Moreover, some spiritual writers believe that the angels reveal to the poor souls the identities of those who are praying for them on earth so that, in reciprocal fashion, the holy souls can pray for them.
As St. Augustine tells us: “The departed may be informed by the angels of things happening in the world, insofar as this is permitted by Him to Whose judgment everything is subject.”
Some saints have even "visited" purgatory (via mystical experiences or spiritual bilocation) and witnessed for themselves the close relationship between the poor souls and their angels. St. Margaret Mary Alacoque wrote that during her experience she saw:
" . . . an immense space filled with flames and glowing coals and, amid these, a great number of poor souls in human form, raising their hands to Heaven and imploring mercy. But all the while their Guardian Angels were at their side, inspiring them with courage and comforting them in the most tender manner." (The Guardian Angels, Our Heavenly Companions, 1956)St. Lydwine was also shown purgatory, having "flown" there on several occasions in the accompaniment of her own guardian angel. On one of her visits she saw a sad-looking angel keeping company the soul of a man who had been languishing there for twelve years. When Lydwine "returned" to her earthly surroundings, she immediately offered her physical sufferings for the soul of that man. Several days later, the man's angel appeared to her. No longer sad-looking, the angel joyously declared that the man had been freed from purgatory, thanks to Lydwine's sacrificial acts.

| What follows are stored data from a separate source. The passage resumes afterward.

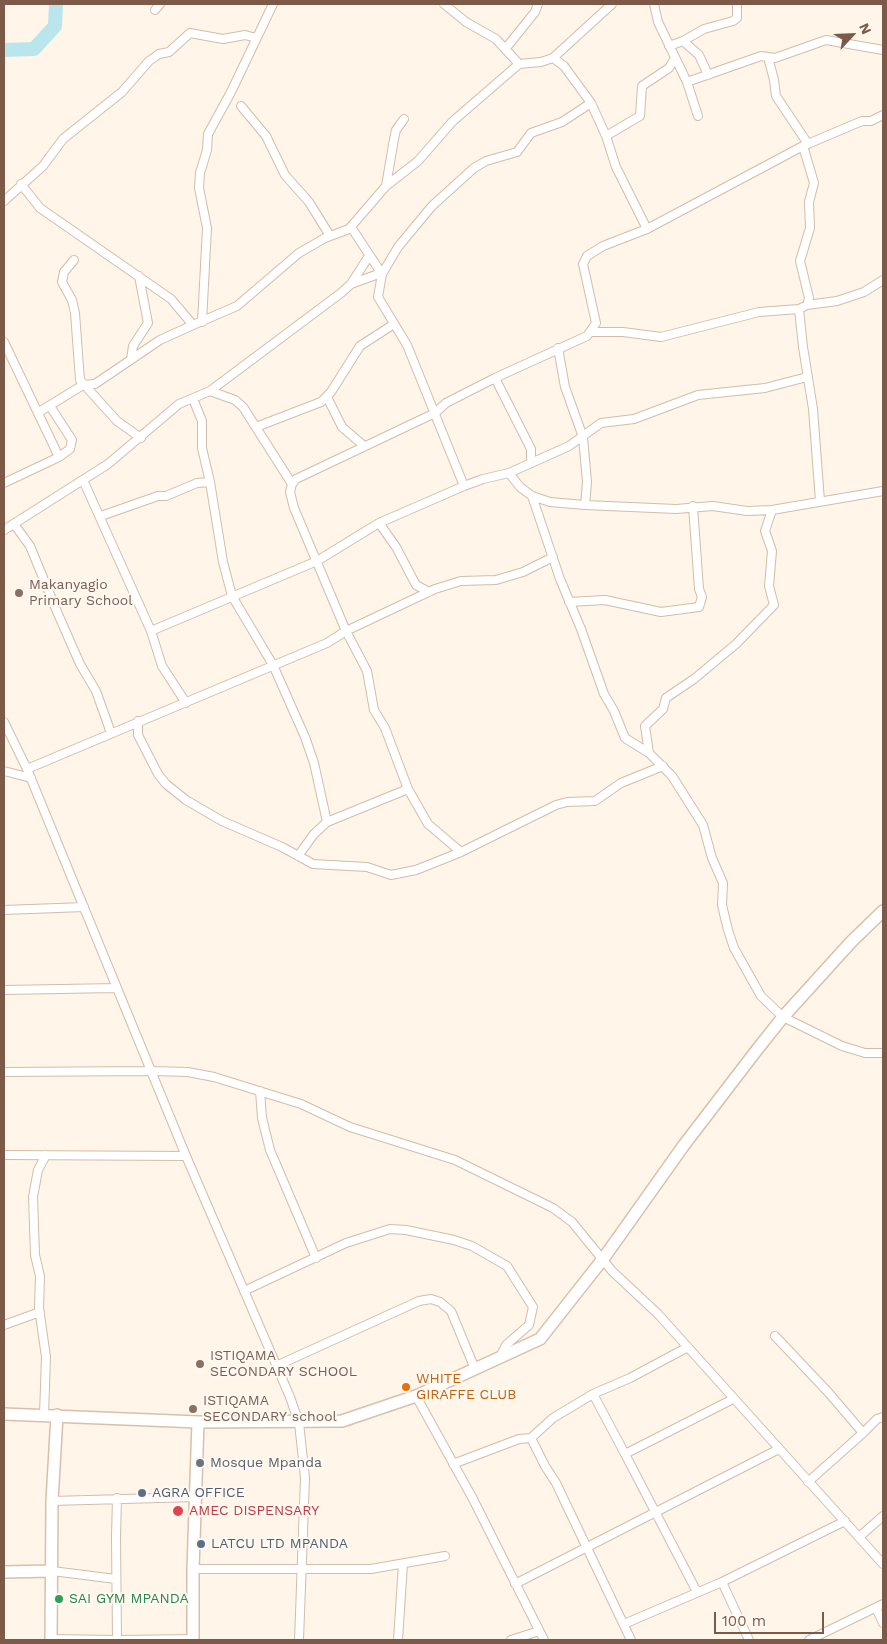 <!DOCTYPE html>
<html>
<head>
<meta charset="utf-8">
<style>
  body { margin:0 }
  #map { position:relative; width:887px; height:1644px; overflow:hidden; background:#fff5e8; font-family:"Work Sans",sans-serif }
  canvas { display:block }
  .frame { position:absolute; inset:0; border:5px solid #7d5a48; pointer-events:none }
  .north { position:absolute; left:827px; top:10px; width:50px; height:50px; -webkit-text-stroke:4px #fff9f1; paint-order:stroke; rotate:65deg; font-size:14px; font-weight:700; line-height:20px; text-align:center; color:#7d5a48 }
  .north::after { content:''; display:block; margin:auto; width:18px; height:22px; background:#7d5a48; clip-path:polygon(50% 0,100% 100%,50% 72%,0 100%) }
  .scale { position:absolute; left:714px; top:1612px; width:110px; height:22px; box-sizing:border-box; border:2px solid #7d5a48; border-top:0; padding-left:6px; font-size:15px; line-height:18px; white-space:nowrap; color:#7d5a48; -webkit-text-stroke:4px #fff9f1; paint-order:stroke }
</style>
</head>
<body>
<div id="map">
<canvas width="887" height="1644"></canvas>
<div class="frame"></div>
<div class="north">N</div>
<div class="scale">100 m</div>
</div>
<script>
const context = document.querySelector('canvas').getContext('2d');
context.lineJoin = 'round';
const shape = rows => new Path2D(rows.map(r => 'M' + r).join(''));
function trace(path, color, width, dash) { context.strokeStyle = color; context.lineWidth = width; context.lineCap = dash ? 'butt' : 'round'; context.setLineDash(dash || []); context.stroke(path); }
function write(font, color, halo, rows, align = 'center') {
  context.font = font + ' "Work Sans",sans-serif'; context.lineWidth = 4; context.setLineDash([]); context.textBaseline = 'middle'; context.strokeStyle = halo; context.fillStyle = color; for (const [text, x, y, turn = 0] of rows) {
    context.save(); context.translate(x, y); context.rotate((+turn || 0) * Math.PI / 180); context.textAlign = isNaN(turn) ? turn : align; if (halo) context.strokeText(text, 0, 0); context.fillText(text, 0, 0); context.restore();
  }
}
trace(shape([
  [4,50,34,49,55,26,56,4]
]), '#b9e5ec', 14);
const street = shape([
  [444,4,466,22,496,39,519,64],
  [654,4,658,22,687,82,698,116],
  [155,10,160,4],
  [683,41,699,55,708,75],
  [669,46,683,41,704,29,733,21,737,18,737,4],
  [506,48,535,12,538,4],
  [768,57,774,80,776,96,808,144],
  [553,58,564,66,591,103,606,136,616,167,647,229],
  [687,82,761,56,775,58,826,40,883,50],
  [241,106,266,136,285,175,309,202,330,236],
  [606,136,640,116,642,86,669,68,675,58],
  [21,184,40,208,171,299,193,325,237,306,299,253,325,238,349,229,386,186,418,161,452,122,519,64,541,62,553,58,612,4],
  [386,186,394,139,396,130,404,119],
  [4,201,43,166,63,139,122,92,149,61,159,54,169,52,190,33,223,39,245,35,256,38],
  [351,227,382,274],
  [74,260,64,272,62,282,72,300,75,313,80,380,117,421,141,438],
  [351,284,381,273],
  [807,305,837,301,864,292,883,280],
  [799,309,803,347,813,409,820,501],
  [202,322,207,228,199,188,200,173,207,150,208,134,231,92,273,4],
  [592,332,623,332,661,337,759,312,799,309,807,305,809,298,800,261,810,228,809,202,814,183,803,146],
  [4,342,59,457],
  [558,348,565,387,583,437,587,482,585,505],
  [131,359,133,346,148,323,139,276],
  [495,378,531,449,531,462],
  [210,391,235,400,243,407,292,484],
  [327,397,342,427,364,446],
  [193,399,202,421,202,448,210,482,223,562,232,596,273,665,305,737,314,763,327,822],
  [39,412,83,385,95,384,160,340,193,325],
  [256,427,321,402,331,392,360,346,394,324],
  [509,473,520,487,532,496,550,502,585,505,676,509,713,506,747,511,772,510,883,491],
  [83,480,151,631,162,666,186,703],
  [4,483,59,457,70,449,72,440,50,406],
  [464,486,407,345,378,297,382,274,398,247,432,206,474,168,486,161,517,152,531,133,562,122,591,103],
  [532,496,560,579,581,629,604,694,614,711,625,738,649,753,672,776,703,825,712,858,723,883,722,905,728,930,734,948,761,996,783,1017,842,1046,865,1053,883,1053],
  [101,516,158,496,166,496,197,483,210,482],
  [379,523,396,547,416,585,429,592],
  [14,524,30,546,58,614,80,664,96,691,111,733],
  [4,530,108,464,179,404,210,391,341,293,351,284,369,256],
  [569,602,605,600,661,612,699,607,702,597,699,589,693,506],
  [151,631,317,561,379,523,464,486,483,479,509,473,569,446,601,423,634,419,698,395,765,388,807,377],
  [138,721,138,735,158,774,166,784,186,800,222,821,282,847,313,864,367,867,391,875,416,870,461,852,556,805,567,802,595,801,621,783,663,766],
  [4,722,27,769,186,1156,290,1397,299,1423,305,1478,299,1640],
  [649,753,645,726,663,709,666,698,694,679,736,644,774,605,769,586,772,551,765,531,772,510],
  [27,769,327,643,346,631,435,589,461,581,496,580,523,572,553,557],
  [4,771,31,778],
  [461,852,428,824,408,789,385,728,374,710,367,671,346,631,294,508,290,492,292,484,296,479,435,413,446,403,495,378,587,336,596,323,583,264,587,256,603,246,647,229,803,146,862,121,871,121,883,115],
  [298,856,314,834,327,822,408,789],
  [4,910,84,907],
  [4,990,116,988],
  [4,1072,152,1071,188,1072,214,1077,301,1104,350,1127,455,1160,553,1208,572,1222,612,1271,658,1314,883,1564],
  [260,1091,262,1118,270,1150,316,1258],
  [4,1155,186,1156],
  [244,1291,346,1243,390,1229,406,1230,454,1240,472,1246,507,1266,533,1307,529,1325,506,1345,499,1359],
  [4,1325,40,1312],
  [775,1336,828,1392,863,1433,808,1482],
  [276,1366,419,1301,431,1299,440,1302,451,1311,475,1369],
  [593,1394,625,1454],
  [416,1396,473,1499,544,1640],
  [44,1415,46,1357,39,1308,40,1276,35,1255,33,1197,38,1170,46,1155],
  [863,1433,877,1419,883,1417],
  [453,1464,519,1439,531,1438],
  [117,1498,116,1537,117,1640],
  [52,1501,195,1497],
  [859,1537,883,1516],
  [193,1569,371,1569,445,1556],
  [52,1571,116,1579],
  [722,1582,749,1640],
  [515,1584,779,1449],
  [697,1592,625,1454,733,1399],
  [876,1608,883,1623],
  [624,1624,722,1582,845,1521],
  [51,1639,117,1640],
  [119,1640,193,1639],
  [398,1640,403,1564],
  [511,1640,539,1631],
  [631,1640,556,1483,545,1466,531,1438,553,1418,593,1394,630,1378,688,1347],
  [809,1640,883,1604]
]);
const secondary = shape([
  [4,1414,198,1422,342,1421,416,1396,540,1339,603,1259,684,1145,756,1051,783,1017,851,942,883,911],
  [4,1572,52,1571],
  [51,1640,52,1501,57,1415],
  [193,1640,193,1569,198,1422]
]);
trace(street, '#d3bcab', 10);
trace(secondary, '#d9bfab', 14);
trace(street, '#fff', 8);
trace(secondary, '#fff', 11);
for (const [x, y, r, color] of [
  [19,593,5,"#8d6e63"],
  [200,1364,5,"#8d6e63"],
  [406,1387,5,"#e8710a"],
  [193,1409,5,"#8d6e63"],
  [200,1463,5,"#6b7280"],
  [142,1493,5,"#5c6f8a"],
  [178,1511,6,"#e0444e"],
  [201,1544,5,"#5c6f8a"],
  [59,1599,5,"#2e9e5b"]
]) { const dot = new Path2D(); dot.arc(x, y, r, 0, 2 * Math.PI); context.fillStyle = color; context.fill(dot); trace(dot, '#fff9f1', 2); }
write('14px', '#785e54', '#fff9f1', [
  ["Makanyagio",29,585],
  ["Primary School",29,601],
  ["ISTIQAMA",210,1356],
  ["SECONDARY SCHOOL",210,1372],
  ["ISTIQAMA",203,1401],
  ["SECONDARY school",203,1417]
], 'left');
write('14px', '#c56008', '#fff9f1', [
  ["WHITE",416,1379],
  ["GIRAFFE CLUB",416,1395]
], 'left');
write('14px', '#5b616d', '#fff9f1', [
  ["Mosque Mpanda",210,1463]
], 'left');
write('14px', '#4e5e75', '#fff9f1', [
  ["AGRA OFFICE",152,1493],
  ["LATCU LTD MPANDA",211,1544]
], 'left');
write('14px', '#be3a42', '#fff9f1', [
  ["AMEC DISPENSARY",189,1511]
], 'left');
write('14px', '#27864d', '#fff9f1', [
  ["SAI GYM MPANDA",69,1599]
], 'left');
</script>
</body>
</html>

And what about that last part? The "get out of jail" part? Well, the language in this passage is a little old-fashioned, but it gets the point across nicely:
"As soon as the hour of release has struck for one of the suffering souls, the Guardian Angel of that happy soul is commissioned by God to descend into Purgatory, to open the doors of its prison and to lead the delivered soul without delay into the eternal habitations of Paradise. The good Angel descends with the rapidity of lightning into the dismal prison of pain to carry out the work of release because his love for his cherished ward urges him to liberate the Poor Soul and to lead it to the sight and possession of God. The Guardian Angel is often accompanied by other Angels or by a whole multitude of Angels, and then the entrance of the released soul is truly a triumphant one." (ibid)
It is worth remembering that our Tradition also teaches that those of us who had the most devotion to our guardian angels on earth will have the most assistance from them in purgatory.